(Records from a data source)

= = = = =

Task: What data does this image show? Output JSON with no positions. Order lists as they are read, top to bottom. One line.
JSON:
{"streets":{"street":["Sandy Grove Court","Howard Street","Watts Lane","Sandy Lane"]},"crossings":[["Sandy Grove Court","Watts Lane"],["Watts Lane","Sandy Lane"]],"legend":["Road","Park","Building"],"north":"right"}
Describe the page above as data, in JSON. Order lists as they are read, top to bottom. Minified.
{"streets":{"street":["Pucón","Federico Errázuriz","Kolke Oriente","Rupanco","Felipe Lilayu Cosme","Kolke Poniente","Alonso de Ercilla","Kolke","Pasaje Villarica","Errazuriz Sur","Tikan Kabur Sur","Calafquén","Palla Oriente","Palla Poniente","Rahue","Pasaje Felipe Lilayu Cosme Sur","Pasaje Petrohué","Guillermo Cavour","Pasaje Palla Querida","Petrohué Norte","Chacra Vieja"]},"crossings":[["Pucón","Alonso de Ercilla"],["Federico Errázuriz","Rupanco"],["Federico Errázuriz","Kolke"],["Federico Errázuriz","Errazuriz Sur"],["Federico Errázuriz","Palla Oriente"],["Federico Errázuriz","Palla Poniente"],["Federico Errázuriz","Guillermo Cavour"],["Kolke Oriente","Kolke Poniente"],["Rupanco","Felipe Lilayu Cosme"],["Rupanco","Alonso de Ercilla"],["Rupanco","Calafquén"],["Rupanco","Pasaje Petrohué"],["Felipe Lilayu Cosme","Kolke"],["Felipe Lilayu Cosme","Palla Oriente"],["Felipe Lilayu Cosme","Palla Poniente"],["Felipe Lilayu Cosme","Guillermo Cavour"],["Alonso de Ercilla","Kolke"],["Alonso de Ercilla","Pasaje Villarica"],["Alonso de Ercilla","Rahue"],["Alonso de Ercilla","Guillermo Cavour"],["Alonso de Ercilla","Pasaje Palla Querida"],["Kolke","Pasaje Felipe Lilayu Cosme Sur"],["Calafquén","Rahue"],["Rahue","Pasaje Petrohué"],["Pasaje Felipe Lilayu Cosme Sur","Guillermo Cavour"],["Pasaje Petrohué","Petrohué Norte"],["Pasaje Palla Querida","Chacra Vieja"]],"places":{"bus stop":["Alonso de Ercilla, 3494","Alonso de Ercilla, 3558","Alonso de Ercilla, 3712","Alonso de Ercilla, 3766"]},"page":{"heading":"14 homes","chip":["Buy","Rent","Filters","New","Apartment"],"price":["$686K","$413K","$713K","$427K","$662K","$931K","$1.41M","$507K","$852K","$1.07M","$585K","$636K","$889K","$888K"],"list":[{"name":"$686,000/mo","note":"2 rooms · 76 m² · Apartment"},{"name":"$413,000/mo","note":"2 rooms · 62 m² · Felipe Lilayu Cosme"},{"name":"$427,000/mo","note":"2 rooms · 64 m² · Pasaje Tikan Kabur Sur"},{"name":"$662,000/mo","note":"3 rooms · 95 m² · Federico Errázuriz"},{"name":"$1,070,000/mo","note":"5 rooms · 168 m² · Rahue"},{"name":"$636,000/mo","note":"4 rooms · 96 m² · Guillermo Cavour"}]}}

= = = = =

- Problem requirements
Copy out the entries. Leave every line exactly as it is.

- Solution to this problem
Task: What data does this image show? Output JSON with no positions. Order lists as they are read, top to bottom. One line.
JSON:
{"streets":{"street":["Sandy Grove Court","Howard Street","Watts Lane","Sandy Lane"]},"crossings":[["Sandy Grove Court","Watts Lane"],["Watts Lane","Sandy Lane"]],"legend":["Road","Park","Building"],"north":"right"}
Describe the page above as data, in JSON. Order lists as they are read, top to bottom. Minified.
{"streets":{"street":["Pucón","Federico Errázuriz","Kolke Oriente","Rupanco","Felipe Lilayu Cosme","Kolke Poniente","Alonso de Ercilla","Kolke","Pasaje Villarica","Errazuriz Sur","Tikan Kabur Sur","Calafquén","Palla Oriente","Palla Poniente","Rahue","Pasaje Felipe Lilayu Cosme Sur","Pasaje Petrohué","Guillermo Cavour","Pasaje Palla Querida","Petrohué Norte","Chacra Vieja"]},"crossings":[["Pucón","Alonso de Ercilla"],["Federico Errázuriz","Rupanco"],["Federico Errázuriz","Kolke"],["Federico Errázuriz","Errazuriz Sur"],["Federico Errázuriz","Palla Oriente"],["Federico Errázuriz","Palla Poniente"],["Federico Errázuriz","Guillermo Cavour"],["Kolke Oriente","Kolke Poniente"],["Rupanco","Felipe Lilayu Cosme"],["Rupanco","Alonso de Ercilla"],["Rupanco","Calafquén"],["Rupanco","Pasaje Petrohué"],["Felipe Lilayu Cosme","Kolke"],["Felipe Lilayu Cosme","Palla Oriente"],["Felipe Lilayu Cosme","Palla Poniente"],["Felipe Lilayu Cosme","Guillermo Cavour"],["Alonso de Ercilla","Kolke"],["Alonso de Ercilla","Pasaje Villarica"],["Alonso de Ercilla","Rahue"],["Alonso de Ercilla","Guillermo Cavour"],["Alonso de Ercilla","Pasaje Palla Querida"],["Kolke","Pasaje Felipe Lilayu Cosme Sur"],["Calafquén","Rahue"],["Rahue","Pasaje Petrohué"],["Pasaje Felipe Lilayu Cosme Sur","Guillermo Cavour"],["Pasaje Petrohué","Petrohué Norte"],["Pasaje Palla Querida","Chacra Vieja"]],"places":{"bus stop":["Alonso de Ercilla, 3494","Alonso de Ercilla, 3558","Alonso de Ercilla, 3712","Alonso de Ercilla, 3766"]},"page":{"heading":"14 homes","chip":["Buy","Rent","Filters","New","Apartment"],"price":["$686K","$413K","$713K","$427K","$662K","$931K","$1.41M","$507K","$852K","$1.07M","$585K","$636K","$889K","$888K"],"list":[{"name":"$686,000/mo","note":"2 rooms · 76 m² · Apartment"},{"name":"$413,000/mo","note":"2 rooms · 62 m² · Felipe Lilayu Cosme"},{"name":"$427,000/mo","note":"2 rooms · 64 m² · Pasaje Tikan Kabur Sur"},{"name":"$662,000/mo","note":"3 rooms · 95 m² · Federico Errázuriz"},{"name":"$1,070,000/mo","note":"5 rooms · 168 m² · Rahue"},{"name":"$636,000/mo","note":"4 rooms · 96 m² · Guillermo Cavour"}]}}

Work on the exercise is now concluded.